Resta uma pergunta, que o jornalista não faz (nem era de esperar que fizesse: é um especialista destas questões, portanto entende tudo o que é acessório mas raramente vislumbra o essencial): Porquê só agora? Tendo Sócrates feito uma quantidade de requerimentos, recursos e as outras trapalhadas (li que terão sido à volta de 40) em todos estes anos, de que é que os tribunais estiveram à espera?
Talvez de que algum magistrado se lembrasse da existência de um artigo obscuro do CPC, cuja aplicabilidade em processo penal não ocorreu, embora vista ao caso como uma luva.
Aquela pergunta, que ficará decerto sem resposta, não é ainda assim tão importante como outra: Por que razão é que, em ponderosos discursos em cerimónias oficiais (e creio que também entrevistas, não estou para ir escabichar) numerosos magistrados (incluindo, se não me engano, o presidente do STJ) têm vindo a dizer que é desejável cortar o cabelo às garantias processuais dos acusados, precisamente porque estes delas podem abusar, como se tais garantias não fossem precisamente uma salvaguarda perante abusos?
Sócrates tem sido acusado (creio que com razão) de tentar encravar os processos como expediente para chegar à prescrição. E isto diz a comunicação social (e a quase totalidade dos meus amigos, e até os reformados no meu café, quando não estão a falar de futebol), sem que ninguém jamais pergunte: Por que razão tais expedientes nunca são decididos prestes? Por que motivo o próprio Ministério Público encrava ele próprio quando decide recorrer de decisões que lhe sejam desfavoráveis, como se a guerrilha de egos jurídicos tivesse, para quem não pertence ao meio, qualquer importância?

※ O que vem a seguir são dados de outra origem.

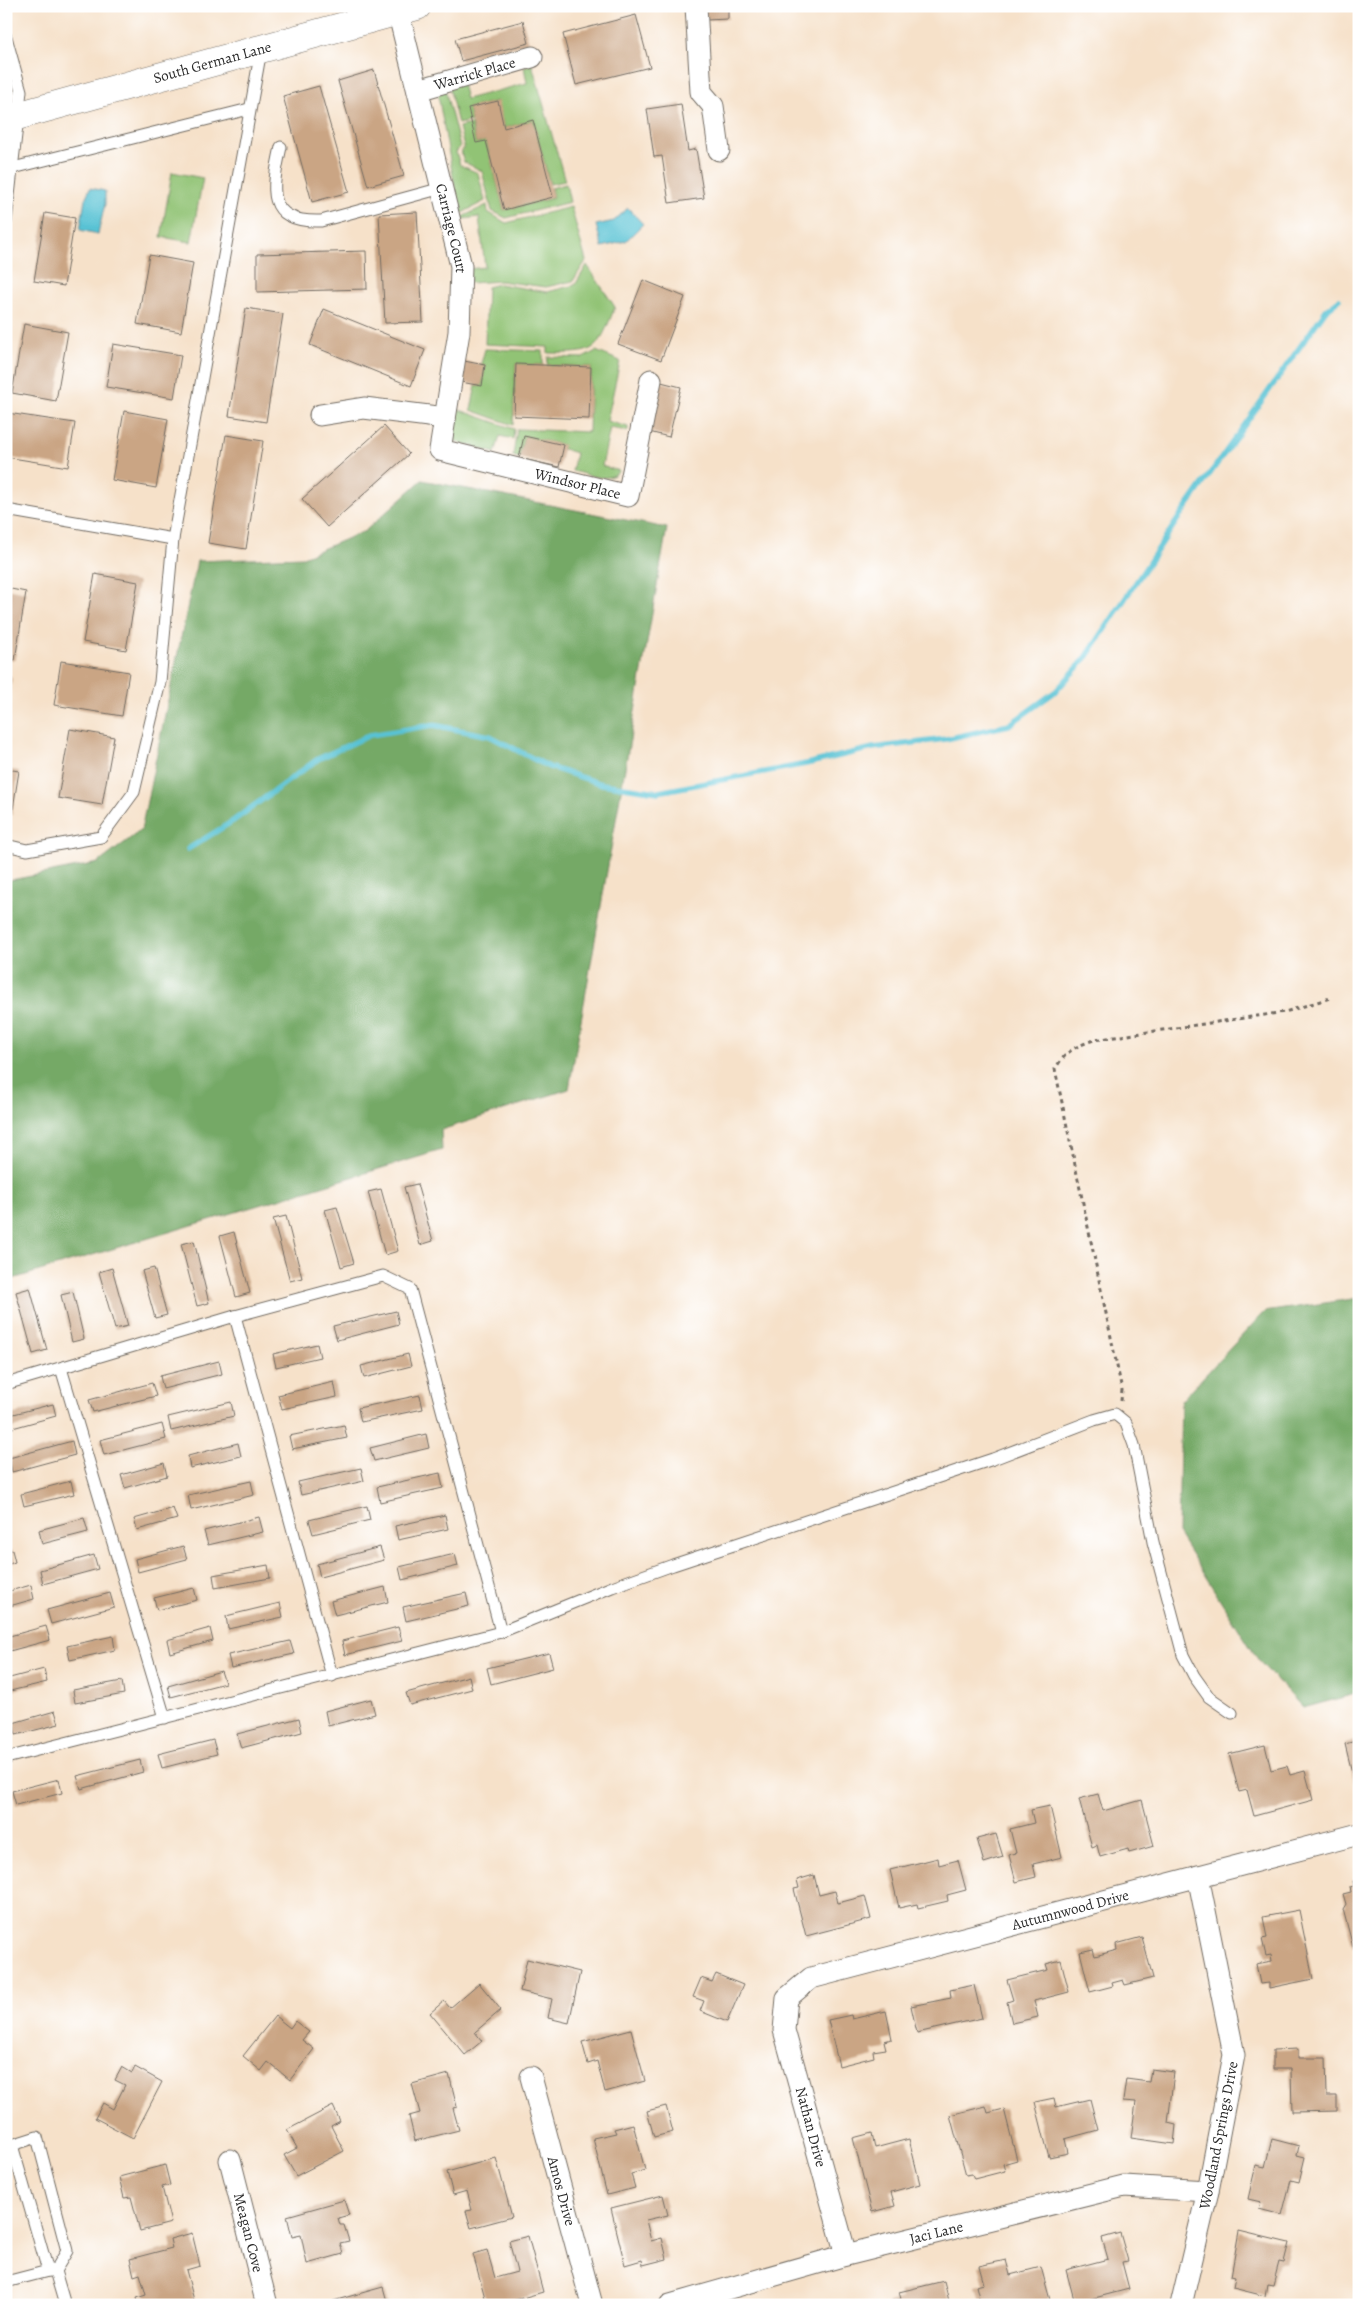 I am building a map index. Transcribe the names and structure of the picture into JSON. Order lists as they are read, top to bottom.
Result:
{
  "streets": {
    "street": [
      "South German Lane",
      "Warrick Place",
      "Carriage Court",
      "Windsor Place",
      "Autumnwood Drive",
      "Nathan Drive",
      "Woodland Springs Drive",
      "Amos Drive",
      "Meagan Cove",
      "Jaci Lane"
    ]
  },
  "crossings": [
    ["South German Lane", "Carriage Court"],
    ["Warrick Place", "Carriage Court"],
    ["Carriage Court", "Windsor Place"],
    ["Autumnwood Drive", "Nathan Drive"],
    ["Autumnwood Drive", "Woodland Springs Drive"],
    ["Nathan Drive", "Jaci Lane"],
    ["Woodland Springs Drive", "Jaci Lane"]
  ]
} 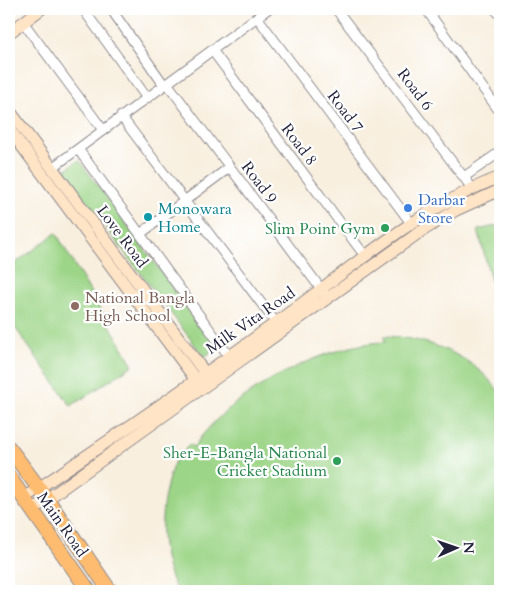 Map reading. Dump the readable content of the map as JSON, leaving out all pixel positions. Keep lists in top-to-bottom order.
{
  "streets": {
    "main road": ["Main Road"],
    "street": [
      "Road 6",
      "Road 7",
      "Road 8",
      "Road 9",
      "Love Road",
      "Milk Vita Road"
    ]
  },
  "crossings": [
    ["Road 6", "Milk Vita Road"],
    ["Road 7", "Milk Vita Road"],
    ["Road 8", "Milk Vita Road"],
    ["Road 9", "Milk Vita Road"],
    ["Love Road", "Milk Vita Road"],
    ["Milk Vita Road", "Main Road"]
  ],
  "places": [
    "Darbar Store",
    "Monowara Home",
    "Slim Point Gym",
    "National Bangla High School",
    "Sher-E-Bangla National Cricket Stadium"
  ],
  "north": "right"
} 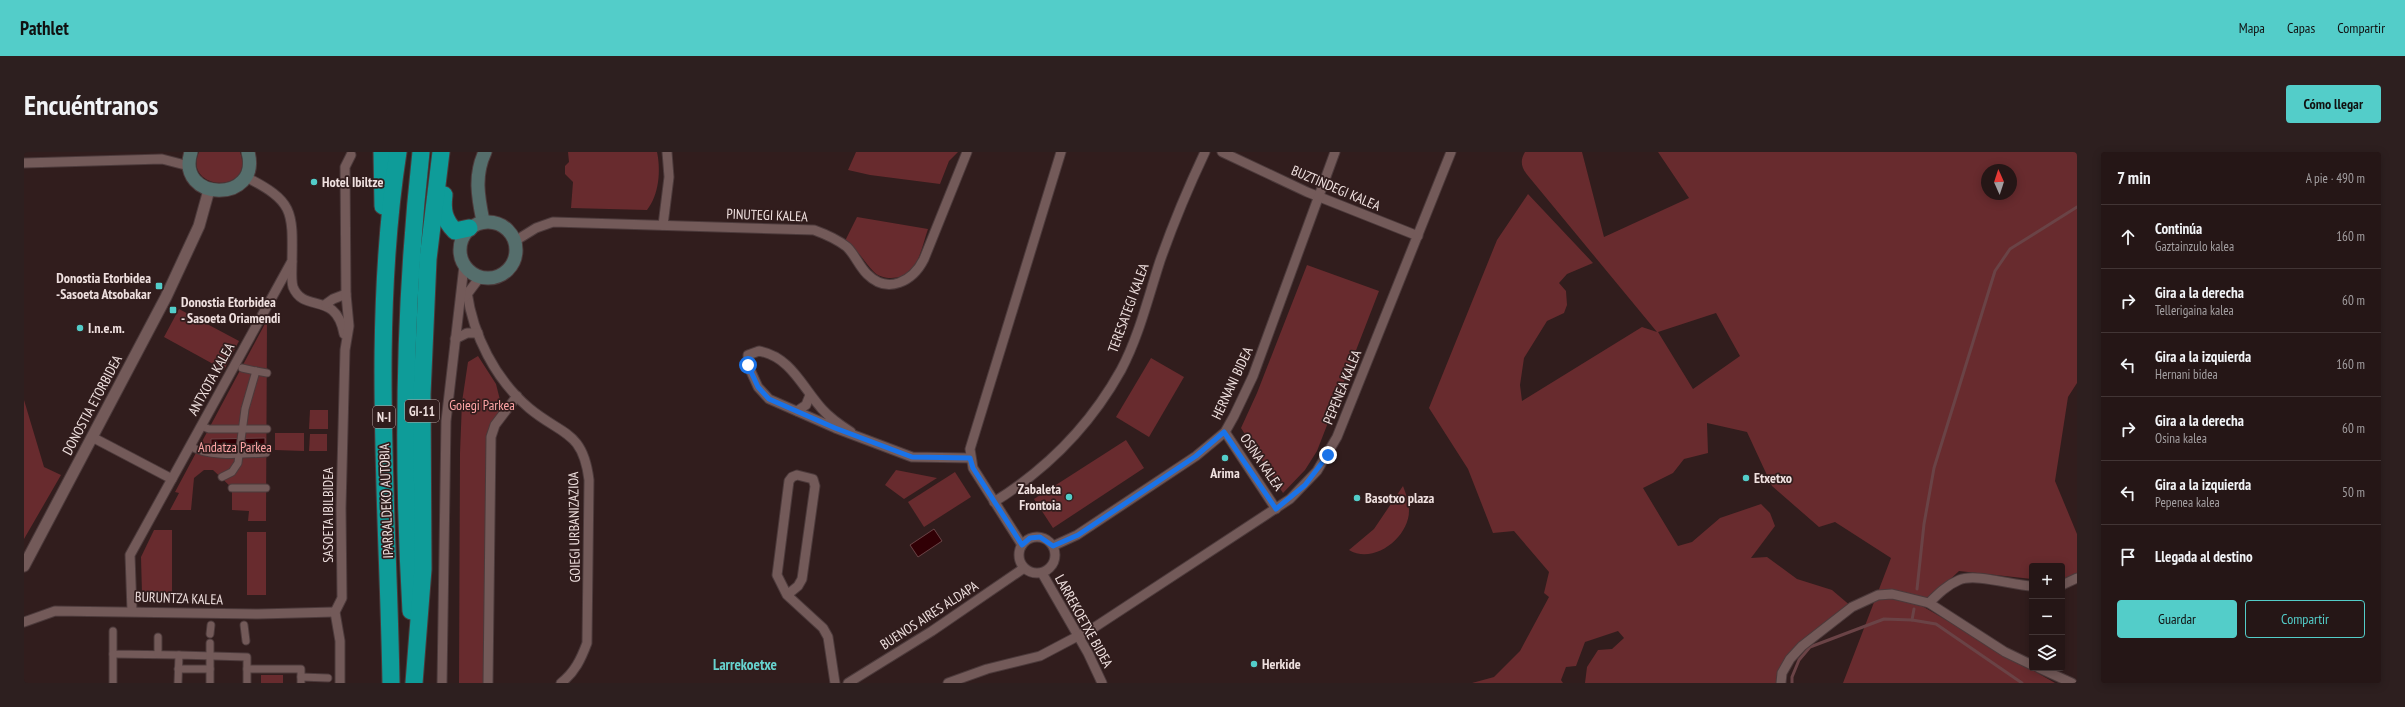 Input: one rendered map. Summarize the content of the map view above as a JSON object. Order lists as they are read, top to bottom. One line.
{"streets":{"highway":["GI-11","N-I","IPARRALDEKO AUTOBIA"],"street":["BUZTINDEGI KALEA","PINUTEGI KALEA","TERESATEGI KALEA","ANTXOTA KALEA","HERNANI BIDEA","PEPENEA KALEA","DONOSTIA ETORBIDEA","OSINA KALEA","SASOETA IBILBIDEA","GOIEGI URBANIZAZIOA","BURUNTZA KALEA","BUENOS AIRES ALDAPA","LARREKOETXE BIDEA"]},"crossings":[["BUZTINDEGI KALEA","HERNANI BIDEA"],["BUZTINDEGI KALEA","PEPENEA KALEA"],["ANTXOTA KALEA","BURUNTZA KALEA"],["HERNANI BIDEA","OSINA KALEA"],["HERNANI BIDEA","BUENOS AIRES ALDAPA"],["HERNANI BIDEA","LARREKOETXE BIDEA"],["PEPENEA KALEA","OSINA KALEA"],["PEPENEA KALEA","LARREKOETXE BIDEA"],["GI-11","N-I"],["SASOETA IBILBIDEA","BURUNTZA KALEA"],["BUENOS AIRES ALDAPA","LARREKOETXE BIDEA"]],"districts":["Larrekoetxe"],"parks":["Goiegi Parkea","Andatza Parkea"],"places":{"other":["Hotel Ibiltze","I.n.e.m.","Arima","Etxetxo","Zabaleta Frontoia","Basotxo plaza","Herkide"],"transit":["Donostia Etorbidea -Sasoeta Atsobakar","Donostia Etorbidea - Sasoeta Oriamendi"]},"north":"top","page":{"header":"Pathlet","nav":["Mapa","Capas","Compartir"],"buttons":["Cómo llegar",["Guardar","Compartir"]],"title":"Encuéntranos","heading":["7 min","A pie · 490 m"],"list":[["Continúa","Gaztainzulo kalea","160 m"],["Gira a la derecha","Tellerigaina kalea","60 m"],["Gira a la izquierda","Hernani bidea","160 m"],["Gira a la derecha","Osina kalea","60 m"],["Gira a la izquierda","Pepenea kalea","50 m"],"Llegada al destino"],"map_buttons":["+","−"]}} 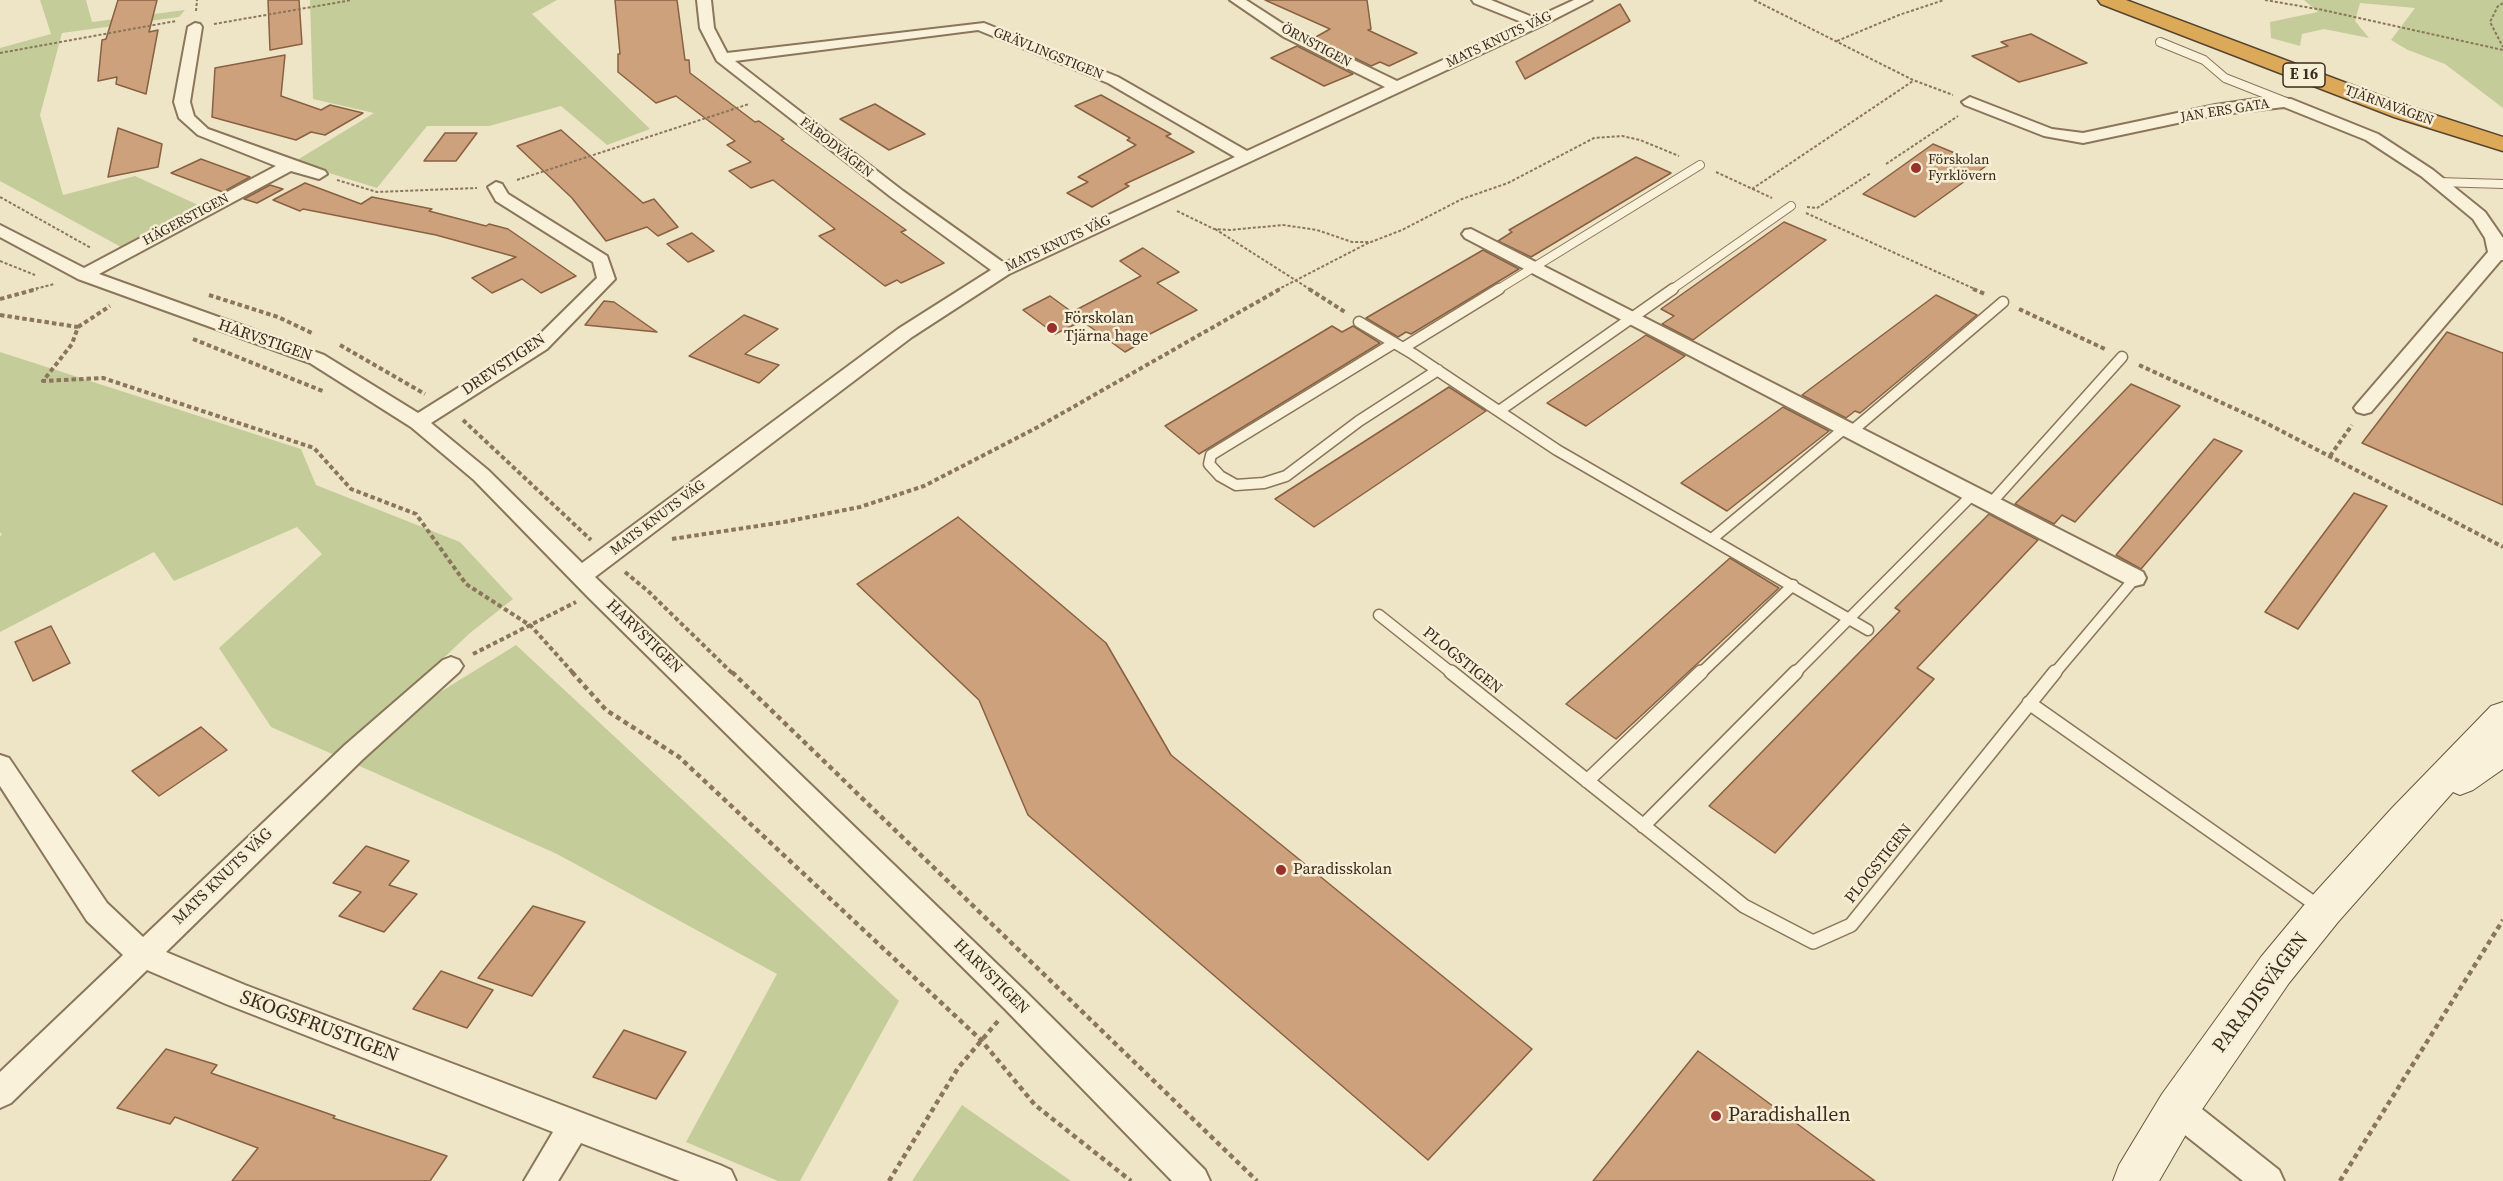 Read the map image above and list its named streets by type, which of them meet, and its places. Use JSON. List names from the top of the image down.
{
  "streets": {
    "highway": ["E 16", "TJÄRNAVÄGEN"],
    "street": [
      "MATS KNUTS VÄG",
      "ÖRNSTIGEN",
      "GRÄVLINGSTIGEN",
      "JAN ERS GATA",
      "FÄBODVÄGEN",
      "HÄGERSTIGEN",
      "HARVSTIGEN",
      "DREVSTIGEN",
      "PARADISVÄGEN",
      "SKOGSFRUSTIGEN"
    ],
    "lane": ["PLOGSTIGEN"]
  },
  "crossings": [
    ["MATS KNUTS VÄG", "ÖRNSTIGEN"],
    ["MATS KNUTS VÄG", "GRÄVLINGSTIGEN"],
    ["MATS KNUTS VÄG", "FÄBODVÄGEN"],
    ["MATS KNUTS VÄG", "HARVSTIGEN"],
    ["MATS KNUTS VÄG", "SKOGSFRUSTIGEN"],
    ["GRÄVLINGSTIGEN", "FÄBODVÄGEN"],
    ["HÄGERSTIGEN", "HARVSTIGEN"],
    ["HARVSTIGEN", "DREVSTIGEN"]
  ],
  "places": [
    "Förskolan Fyrklövern",
    "Förskolan Tjärna hage",
    "Paradisskolan",
    "Paradishallen"
  ]
}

Tem-me sido dito que não se compreende como posso defender Sócrates, e o faço consistentemente há anos, quando do meu lado do espectro, e até do outro, o que há é caras crispadas de virtuosa indignação justiceira.
Por duas razões, uma de vaidade e a outra de consciência histórica: Quando há manadas do pensamento, mesmo dos meus correligionários, às vezes recuo porque não sou um boi como os outros; e o Estado de Direito não é, nem nunca foi, aquele onde todos os que a comunidade acha que cometeram crimes vão parar à cadeia, mas sim aquele em que só vão quando decisores independentes e irresponsáveis (no sentido de não poderem ser responsabilizados), expostos a versões livres e contraditórias da acusação e defesa, concluam sem dúvidas razoáveis ter havido prática de crime.
Comecei por lembrar o caso da prisão preventiva e do juiz Alexandre. Toda a gente acha que, aconteça o que acontecer, aqueles nove meses trancafiado já ninguém lhe tira, e foram bem merecidos, quem é que ele julgava que era?
Era, e é, um cidadão como os outros. Atropelá-lo nos seus direitos, ainda que sejam os de quem pode muito, abre a porta ao menoscabo dos de quem não pode nada.
Razões pelas quais me sinto autorizado a recomendar aos bois da minha manada que vão pastar.